Life’s patterns seem almost geometrical at times. When I was a kid my family went, for special occasions, to a Japanese restaurant on a quiet stretch of Wisconsin Avenue in Washington, D.C., just blocks from the working entrance of the Japanese Embassy.

The Mikado was a typical Japanese restaurant of its time, impossibly formal with a corny Americanized name. There was no table cooking, no sushi bar, the staff were all Japanese, the women dressed in kimono. My favorite dish (still a smell and flavor I crave) was a version of sukiyaki the chef called sukinabe. I’ve never seen it named that way again. It was a clay pot set in a wooden holder that held layers of cabbage, onion, sweet potato, yam noodle, egg, and tender beef in a magic, slightly sweet amber broth. I can close my eyes and smell it, feel the precise texture of a piece of cabbage soaked in it.

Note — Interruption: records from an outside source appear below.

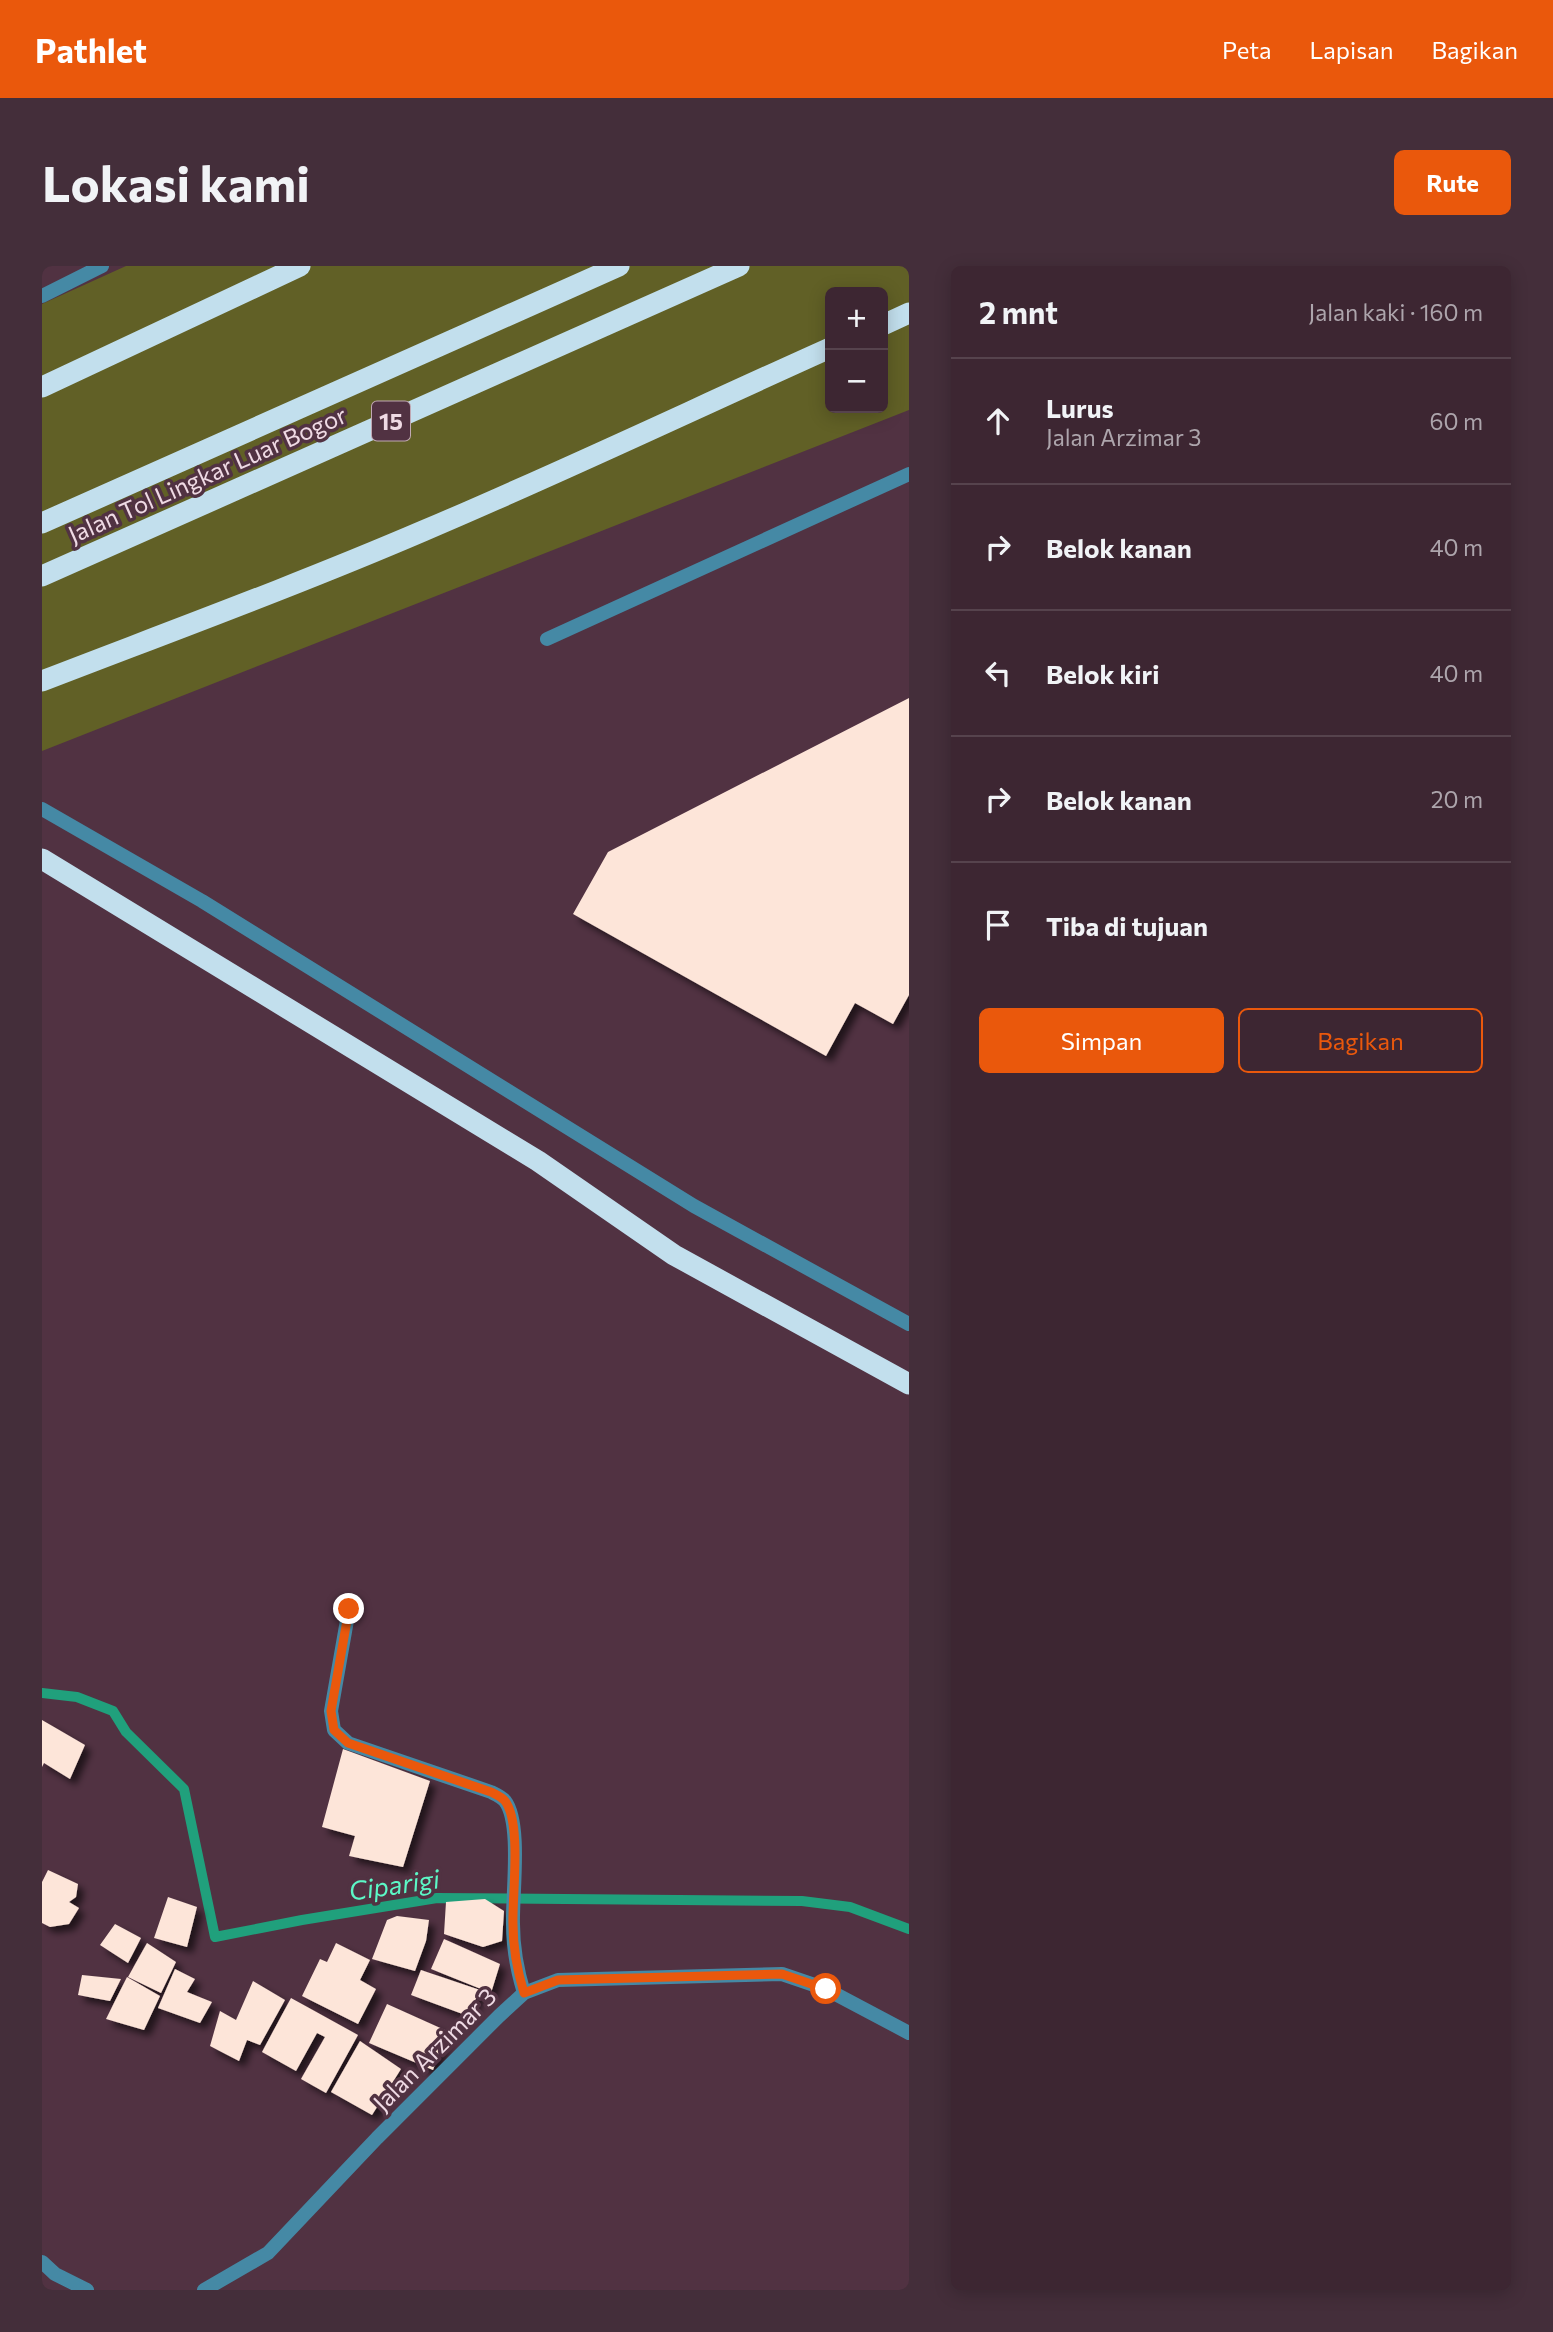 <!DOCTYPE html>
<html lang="id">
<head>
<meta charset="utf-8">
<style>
  :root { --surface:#3d2632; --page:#442e3a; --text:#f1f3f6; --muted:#ada5ac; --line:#56434d; --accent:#ea580c }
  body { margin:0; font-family:Commissioner,sans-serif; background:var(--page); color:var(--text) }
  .controls { position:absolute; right:21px; top:21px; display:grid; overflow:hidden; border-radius:10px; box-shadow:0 4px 18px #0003 }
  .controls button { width:63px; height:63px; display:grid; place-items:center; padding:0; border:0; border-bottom:2px solid var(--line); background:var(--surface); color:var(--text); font:35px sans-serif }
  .stop { position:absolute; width:21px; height:21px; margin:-16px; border:5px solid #ea580c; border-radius:50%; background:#fff }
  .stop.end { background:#ea580c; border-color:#fff; box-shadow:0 2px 7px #0008 }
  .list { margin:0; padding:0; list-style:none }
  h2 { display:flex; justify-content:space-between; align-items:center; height:91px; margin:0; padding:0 28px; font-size:30px }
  h2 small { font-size:23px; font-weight:400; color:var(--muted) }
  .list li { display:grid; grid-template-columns:46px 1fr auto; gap:21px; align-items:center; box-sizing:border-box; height:126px; padding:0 28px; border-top:2px solid var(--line) }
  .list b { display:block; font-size:26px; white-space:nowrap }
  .list p { margin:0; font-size:23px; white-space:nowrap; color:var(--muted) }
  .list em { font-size:23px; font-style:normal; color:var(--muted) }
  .actions { display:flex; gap:14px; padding:21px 28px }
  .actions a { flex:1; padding:16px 0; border:2px solid var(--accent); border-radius:10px; text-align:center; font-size:24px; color:var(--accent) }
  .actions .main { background:var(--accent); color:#fff }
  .icon { flex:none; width:38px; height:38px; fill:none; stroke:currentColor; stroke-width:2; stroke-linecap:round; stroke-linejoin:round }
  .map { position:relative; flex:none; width:867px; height:2024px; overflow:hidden; border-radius:10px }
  header { display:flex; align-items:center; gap:42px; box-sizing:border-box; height:98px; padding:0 35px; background:var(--accent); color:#fff }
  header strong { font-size:33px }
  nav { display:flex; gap:38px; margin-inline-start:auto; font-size:24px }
  .intro { display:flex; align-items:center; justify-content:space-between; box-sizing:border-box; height:168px; padding:0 42px }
  h1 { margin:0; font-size:49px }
  .button { padding:18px 32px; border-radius:10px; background:var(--accent); color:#fff; font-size:24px; font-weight:700 }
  main { display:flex; gap:42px; padding:0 42px }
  aside { flex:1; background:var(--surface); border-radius:10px; box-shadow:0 4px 18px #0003 }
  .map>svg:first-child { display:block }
  .green { fill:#616026; fill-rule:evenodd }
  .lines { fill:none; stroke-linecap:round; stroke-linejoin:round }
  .stream { stroke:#20a07c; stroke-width:10 }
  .building { fill:#fde5d9; filter:url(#shadow) }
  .lane { stroke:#4589a5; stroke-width:14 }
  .street { stroke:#4589a5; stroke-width:14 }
  .highway { stroke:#c2dfed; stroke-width:21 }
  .route { stroke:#ea580c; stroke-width:9 }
  .labels { text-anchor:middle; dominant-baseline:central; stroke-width:7; stroke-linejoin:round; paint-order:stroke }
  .shield { fill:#513242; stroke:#c0a8b3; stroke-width:2 }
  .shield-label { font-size:23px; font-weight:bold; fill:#efdae4 }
  .street-label { font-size:24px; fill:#efdae4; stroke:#513242 }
  .water-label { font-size:26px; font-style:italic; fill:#5cf8c6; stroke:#513242 }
</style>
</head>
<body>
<header>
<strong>Pathlet</strong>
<nav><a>Peta</a><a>Lapisan</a><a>Bagikan</a></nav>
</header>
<div class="intro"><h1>Lokasi kami</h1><a class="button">Rute</a></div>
<main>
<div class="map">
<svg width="867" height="2024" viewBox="0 0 867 2024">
  <defs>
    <filter id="shadow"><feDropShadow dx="6" dy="6" stdDeviation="3.5" flood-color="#0009"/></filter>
  </defs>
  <rect width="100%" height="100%" fill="#513242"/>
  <path class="green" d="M84 0H867V144L0 485V38ZM788 26H841V142H788Z"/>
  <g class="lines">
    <path class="stream" d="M0 1427 35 1431 71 1445 84 1466 142 1523 173 1671 260 1654 395 1632 760 1635 808 1641 867 1663"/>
  </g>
  <path class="building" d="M867 432V729L851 758 813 737 784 790 531 648 566 586Z
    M0 1454 43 1479 28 1513 2 1497 0 1501Z
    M301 1483 388 1515 361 1601 307 1590 313 1570 280 1561Z
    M6 1604 36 1618 34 1631 27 1636 37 1642 27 1658 8 1661 0 1657V1616Z
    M126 1631 155 1641 145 1681 112 1672Z
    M443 1633 462 1645 460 1675 441 1681 402 1668 404 1636Z
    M355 1650 387 1654 384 1675 373 1705 330 1693 345 1654Z
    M73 1658 99 1672 86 1697 58 1679Z
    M402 1673 458 1698 449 1727 389 1703Z
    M105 1677 134 1696 119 1727 86 1711Z
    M294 1677 328 1694 318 1714 334 1723 316 1758 260 1730 278 1693 285 1696Z
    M133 1703 153 1713 145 1726 170 1736 158 1757 116 1742Z
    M379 1704 438 1724 426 1750 369 1729Z
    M40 1709 79 1713 68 1735 36 1729Z
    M85 1711 118 1730 102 1764 64 1753Z
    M211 1715 243 1734 218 1779 205 1774 197 1795 168 1780 178 1745 194 1754Z
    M249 1732 316 1769 284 1827 259 1813 283 1771 275 1767 254 1805 220 1786Z
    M345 1738 405 1765 391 1804 327 1777Z
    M318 1775 359 1803 330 1849 289 1826Z"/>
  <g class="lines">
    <path class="lane" d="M505 373 867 208
      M0 543 160 635 652 940 867 1058
      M307 1343 289 1445 292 1464 306 1477 449 1526C453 1528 460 1531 463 1535 480 1557 470 1630 471 1658 471 1681 475 1704 482 1727"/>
    <path class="street" d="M0 30 60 0
      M0 1996 13 2008 45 2024
      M162 2024 226 1987 335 1872 457 1750 482 1727 516 1714 740 1708 784 1723 867 1767"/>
    <path class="highway" d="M841 59 867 47
      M0 121 258 0
      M0 257 577 0
      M0 310 697 0
      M0 415C127 366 255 319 381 265 518 207 652 143 788 82
      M0 593 496 895 632 989 867 1118"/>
  </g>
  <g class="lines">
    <path class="route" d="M307 1343 289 1445 292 1464 306 1477 449 1526C453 1528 460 1531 463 1535 480 1557 470 1630 471 1658 471 1681 475 1704 482 1727L516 1714 740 1708 784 1723"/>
  </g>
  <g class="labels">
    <rect class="shield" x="330" y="135.5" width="38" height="39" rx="5"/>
    <g class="shield-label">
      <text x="349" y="155">15</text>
    </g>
    <g class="street-label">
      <text transform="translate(165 208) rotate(-24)">Jalan Tol Lingkar Luar Bogor</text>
      <text transform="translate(392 1783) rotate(-45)">Jalan Arzimar 3</text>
    </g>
    <g class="water-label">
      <text transform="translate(352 1618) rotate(-8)">Ciparigi</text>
    </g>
  </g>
</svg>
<div class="controls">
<button>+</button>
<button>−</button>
</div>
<div class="stop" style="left:784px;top:1723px"></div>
<div class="stop end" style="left:307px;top:1343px"></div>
</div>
<aside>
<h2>2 mnt<small>Jalan kaki · 160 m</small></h2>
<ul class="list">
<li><svg class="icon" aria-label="ahead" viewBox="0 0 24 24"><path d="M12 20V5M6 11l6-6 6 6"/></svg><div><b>Lurus</b><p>Jalan Arzimar 3</p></div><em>60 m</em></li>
<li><svg class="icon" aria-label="right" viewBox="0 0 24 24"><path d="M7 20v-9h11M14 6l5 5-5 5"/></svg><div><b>Belok kanan</b></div><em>40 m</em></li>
<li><svg class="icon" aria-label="left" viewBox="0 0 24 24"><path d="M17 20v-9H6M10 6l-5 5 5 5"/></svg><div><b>Belok kiri</b></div><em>40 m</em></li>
<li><svg class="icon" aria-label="right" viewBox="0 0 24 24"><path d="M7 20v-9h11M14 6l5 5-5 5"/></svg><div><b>Belok kanan</b></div><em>20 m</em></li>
<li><svg class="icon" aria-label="arrive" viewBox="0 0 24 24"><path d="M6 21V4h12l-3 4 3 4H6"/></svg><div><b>Tiba di tujuan</b></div></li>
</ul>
<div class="actions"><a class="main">Simpan</a><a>Bagikan</a></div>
</aside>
</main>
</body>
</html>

Across the street was Sichuan Delight, the Chinese restaurant that furnished the family take-away meals when my parents worked late, which was often. And next to that was the Steak ‘n Egg kitchen, a late night diner that slung flat top fare, which I discovered as a high school rover, and where I ordered corned beef hash with eggs over easy and tried to act older.

Back to geometry: For this week’s feature, I got to write about a Japanese restaurant, a Chinese market, and a diner. It got me thinking about how much has changed since I grew up. The diner was still fairly strong then, the Asian community small and nearly invisible.  The reverse is true now: The country diner has succumbed to suburbanization and the rise of the chains, while the Asian community has grown dramatically, transitioning gradually to cooking for its own population. Couples like Gen and Mary Lee, Masashi and Yasuko Kawasaki, Xioanan Wang and Hui Quiao helped bring East Asian culture (and food!) to Charlottesville two decades ago. They came for different reasons, but one way or another because of UVA and our proximity to NoVA. Today, our city is 6.5 percent Asian, and we could eat Vietnamese, Thai, Indian, Chinese, Japanese, Korean, or Nepali every day of the week.

Charlottesville is quite a food town. A new generation of chefs has traded their spots in big city kitchens for the chance to run their own shops on a smaller scale. Megan Headley, a foodie and chef herself, has spent the last year interviewing our local food celebs, asking them about ingredients, revealing their personalities, chronicling their achievements. Top kitchens are fiercely competitive and brutally hierarchical. So are New York investment banks. Charlottesville’s food culture shows us you don’t have to be cold-blooded to be ambitious. Oh, and don’t forget to tip the bartenders and wait staff.